I can’t say I blame him. The lack of sleep and the constant torment had pushed me near psychosis. I yelled at daytime talk show host Wendy Williams on the TV in the hospital waiting room. “You’re just here to humiliate your guests! You are sick,” I screamed at her toothy smile. The nurses checked  me into the psych floor where I was let to use the bathroom. I knelt down and shoved my fingers down my throat, looking for relief.  In that penitent position I wondered, “how did you end of here?” Before answering my own question, “you’re a writer, where else would you be?” Then I started to laugh, but it came out funny because I had my fingers down my throat. The choking, gurgling noises caused the nurse to bust in. The sight of me toilet-site confirmed a diagnosis of “crazy”. “He’s making himself throw up,” she smugly noted to another community-college graduate. They speculated that my entire sickness was a grandiose theatre production. 

They moved me to a bedroom and I quickly found the shower. It didn’t have any of the comforts of the Super 8. It was a simple operation: push a button and the nozzle dribbled lukewarm water on you for 45 seconds. Rinse. Repeat. This only served to put me into more of a panic. I had become a hot-water junkie. So I thought nothing of it when I asked to use a real shower and had to do it under the watchful eye of the male nurse. Anything for a good shower!  

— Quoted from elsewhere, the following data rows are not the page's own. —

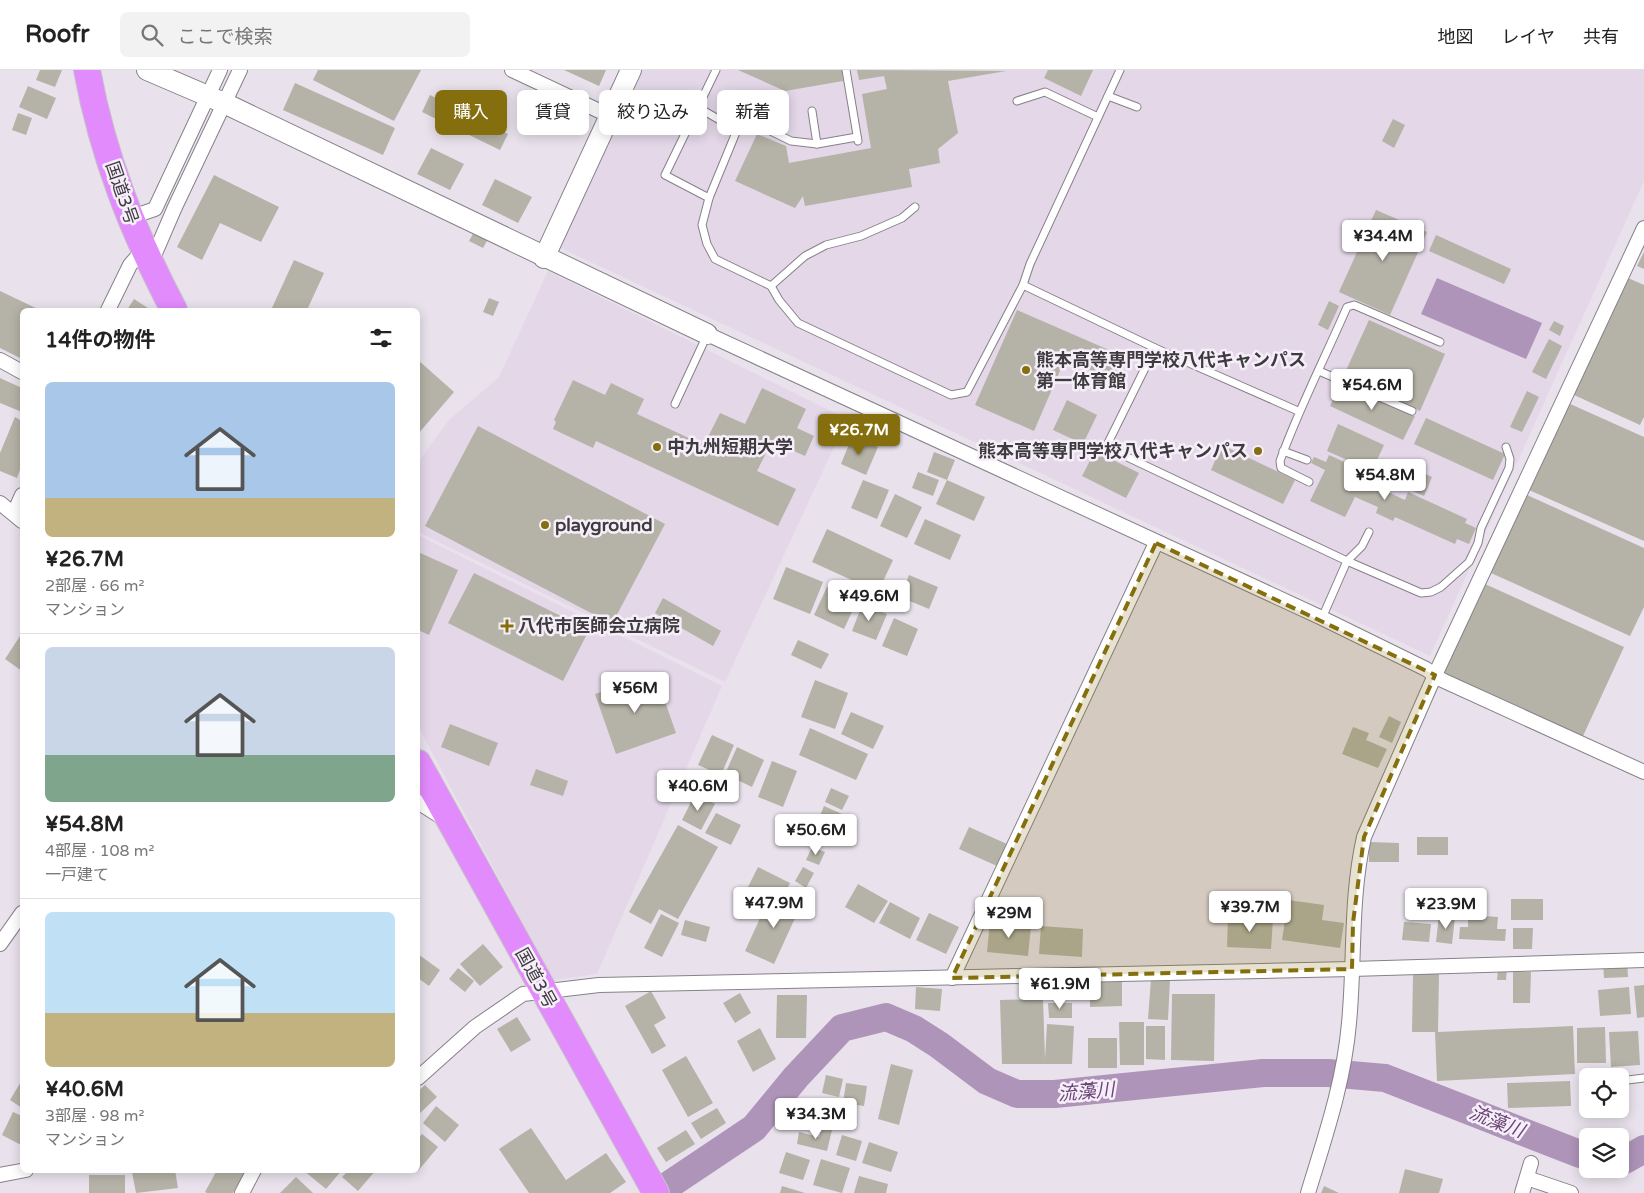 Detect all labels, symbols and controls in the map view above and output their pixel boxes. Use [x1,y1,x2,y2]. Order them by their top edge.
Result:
search box [120,12,470,57]
text: Roofr [25,20,90,49]
icon: search [138,21,166,49]
text: ここで検索 [178,26,273,48]
text: 地図 [1438,26,1474,48]
text: レイヤ [1502,26,1555,48]
text: 共有 [1583,26,1619,48]
chip: 購入 [435,90,507,135]
chip: 賃貸 [517,90,589,135]
chip: 絞り込み [599,90,707,135]
chip: 新着 [717,90,789,135]
street label: 国道3号 [101,159,143,227]
pin: ¥34.4M [1342,220,1424,262]
text: ¥34.4M [1353,226,1413,246]
icon: filters [367,324,395,352]
text: 14件の物件 [45,328,155,353]
place label: 熊本高等専門学校八代キャンパス 第一体育館 [1036,349,1306,392]
marker: 熊本高等専門学校八代キャンパス 第一体育館 [1020,364,1032,376]
pin: ¥54.6M [1331,368,1413,411]
text: ¥54.6M [1342,375,1402,395]
icon: home [175,414,265,504]
pin: ¥26.7M [818,414,900,456]
text: ¥26.7M [829,420,889,440]
place label: 中九州短期大学 [667,436,793,458]
place label: 熊本高等専門学校八代キャンパス [978,440,1248,462]
marker: 中九州短期大学 [651,441,663,453]
marker: 熊本高等専門学校八代キャンパス [1252,445,1264,457]
pin: ¥54.8M [1344,458,1426,501]
text: ¥54.8M [1355,465,1415,485]
place label: playground [555,514,653,536]
marker: playground [539,519,551,531]
text: ¥26.7M [45,547,124,572]
text: 2部屋 · 66 m² [45,576,144,596]
pin: ¥49.6M [828,580,910,622]
text: ¥49.6M [839,586,899,606]
text: マンション [45,600,125,620]
place label: 八代市医師会立病院 [518,615,680,637]
marker: 八代市医師会立病院 [500,619,514,633]
pin: ¥56M [605,672,665,714]
text: ¥56M [612,678,658,698]
icon: home [175,680,265,770]
pin: ¥40.6M [657,770,739,812]
text: ¥40.6M [668,776,728,796]
text: ¥54.8M [45,812,124,837]
pin: ¥50.6M [775,814,857,856]
text: ¥50.6M [786,820,846,840]
text: 4部屋 · 108 m² [45,841,154,861]
text: 一戸建て [45,865,109,885]
pin: ¥47.9M [733,886,815,929]
pin: ¥23.9M [1405,888,1487,930]
pin: ¥39.7M [1209,890,1291,933]
text: ¥47.9M [744,893,804,913]
text: ¥23.9M [1416,894,1476,914]
pin: ¥29M [979,896,1039,939]
text: ¥39.7M [1220,897,1280,917]
text: ¥29M [986,903,1032,923]
street label: 国道3号 [511,944,561,1012]
icon: home [175,945,265,1035]
pin: ¥61.9M [1019,968,1101,1010]
text: ¥61.9M [1030,974,1090,994]
map controls [1579,1068,1629,1178]
button: locate [1579,1068,1629,1118]
text: ¥40.6M [45,1077,124,1102]
water label: 流藻川 [1057,1078,1117,1105]
pin: ¥34.3M [775,1098,857,1140]
water label: 流藻川 [1466,1101,1529,1143]
text: ¥34.3M [786,1104,846,1124]
text: 3部屋 · 98 m² [45,1106,144,1126]
button: layers [1579,1128,1629,1178]
text: マンション [45,1130,125,1150] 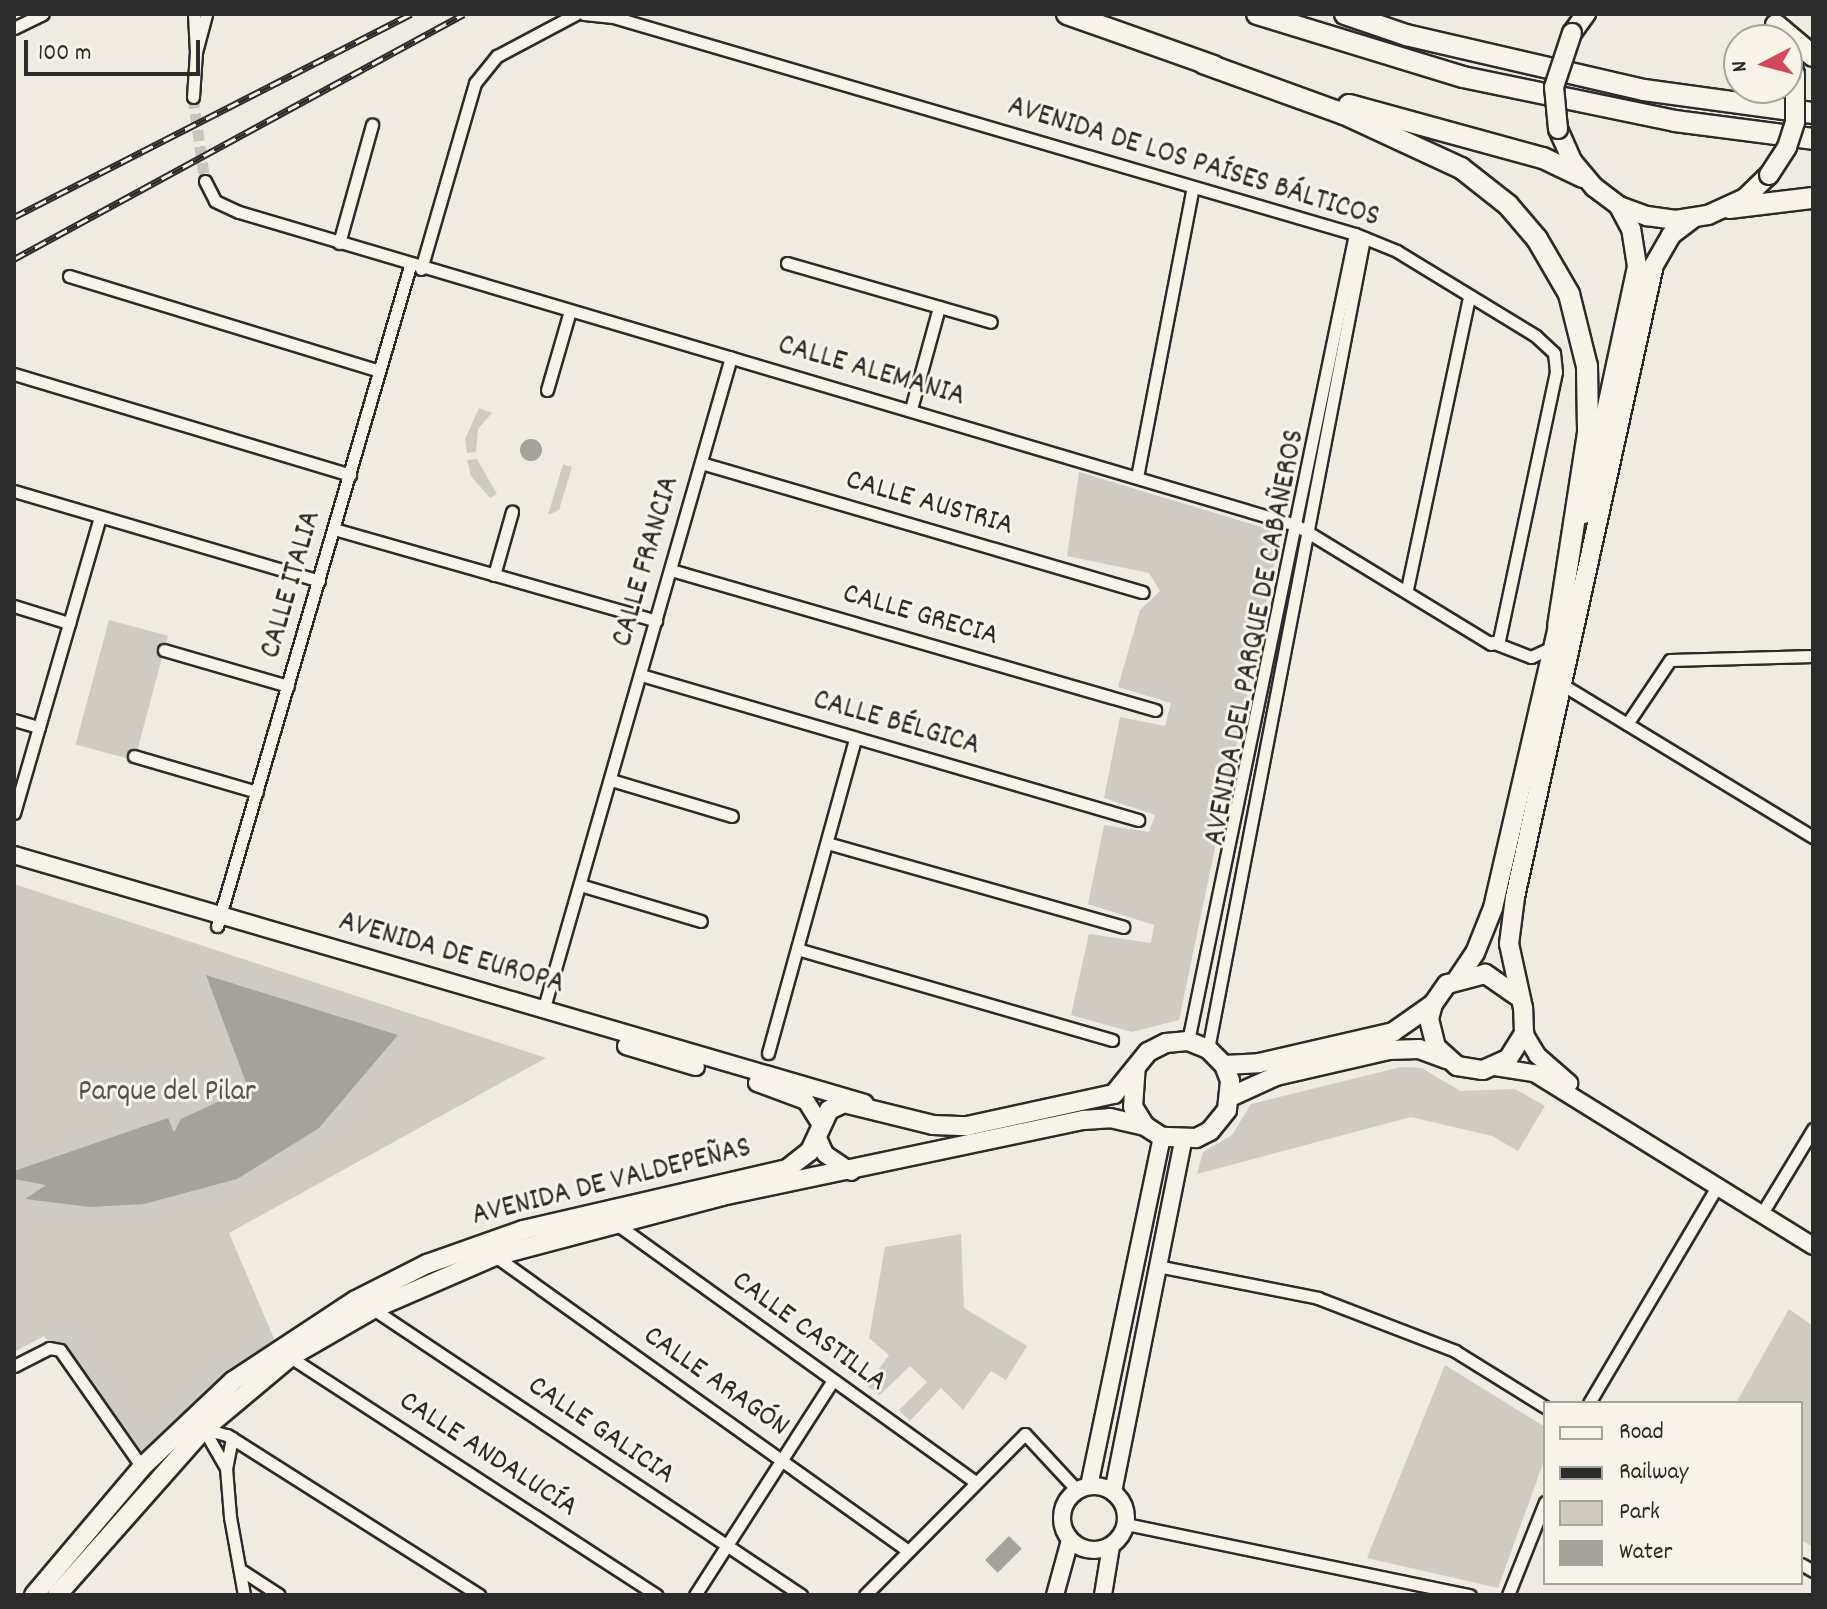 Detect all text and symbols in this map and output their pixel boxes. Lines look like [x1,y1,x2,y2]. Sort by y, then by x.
scale bar [28,24,204,74]
north arrow [1723,24,1803,104]
text: 100 m [38,37,91,71]
text: N [1725,59,1757,73]
street label: AVENIDA DE LOS PAÍSES BÁLTICOS [1003,90,1383,238]
street label: CALLE ALEMANIA [773,329,969,417]
street label: AVENIDA DEL PARQUE DE CABAÑEROS [1199,427,1315,849]
street label: CALLE AUSTRIA [841,464,1017,546]
street label: CALLE FRANCIA [606,472,690,652]
street label: CALLE ITALIA [255,507,331,663]
street label: CALLE GRECIA [838,578,1002,656]
street label: CALLE BÉLGICA [808,684,984,766]
street label: AVENIDA DE EUROPA [334,906,568,1004]
park label: Parque del Pilar [78,1076,256,1112]
street label: AVENIDA DE VALDEPEÑAS [469,1132,755,1236]
street label: CALLE CASTILLA [723,1265,893,1401]
street label: CALLE ARAGÓN [635,1320,795,1446]
street label: CALLE GALICIA [520,1370,680,1494]
street label: CALLE ANDALUCÍA [391,1385,583,1527]
legend [1543,1401,1803,1585]
text: Road [1619,1416,1664,1450]
text: Railway [1619,1456,1688,1490]
text: Park [1619,1496,1660,1530]
text: Water [1619,1536,1672,1570]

“Do you smoke ganja?” he asked me.

“Yes,” I answered, wondering if he was secretly offering me. 

He had seen this before and explained to me about Cannabinoid Hypermesis Syndrome while he fed me a Seroquel. The drug soon knocked me out and I got my first real sleep in weeks. I woke up 24 hours later covered in my own shit.  After I got cleaned up I felt absolutely fine. My girlfriend picked me up and we drove home listening to the Black Keys. As the Weight of Love played, I felt like a weight had been lifted off me. I survived and never touched weed again—psyche
This isn’t that episode of Family Matters. I figured what’s a few days of hell for the bliss of a marijuana cloud? Sometimes I smoked a little, sometimes a lot.  I got the sickness rarely … an afternoon here, a day there, but nothing like before. Then eventually never. It left my life just as it had come—mysteriously. Looking back I wonder about the whole ordeal. Maybe it was the stress of life at the time. Maybe I just needed a good purge. Sometimes, I got really smoked up and dream up a conspiracy that I got a batch of cornfield weed that had been contaminated with RoundUp. But to this day I don’t know. The only thing I know is that weed can make you sick.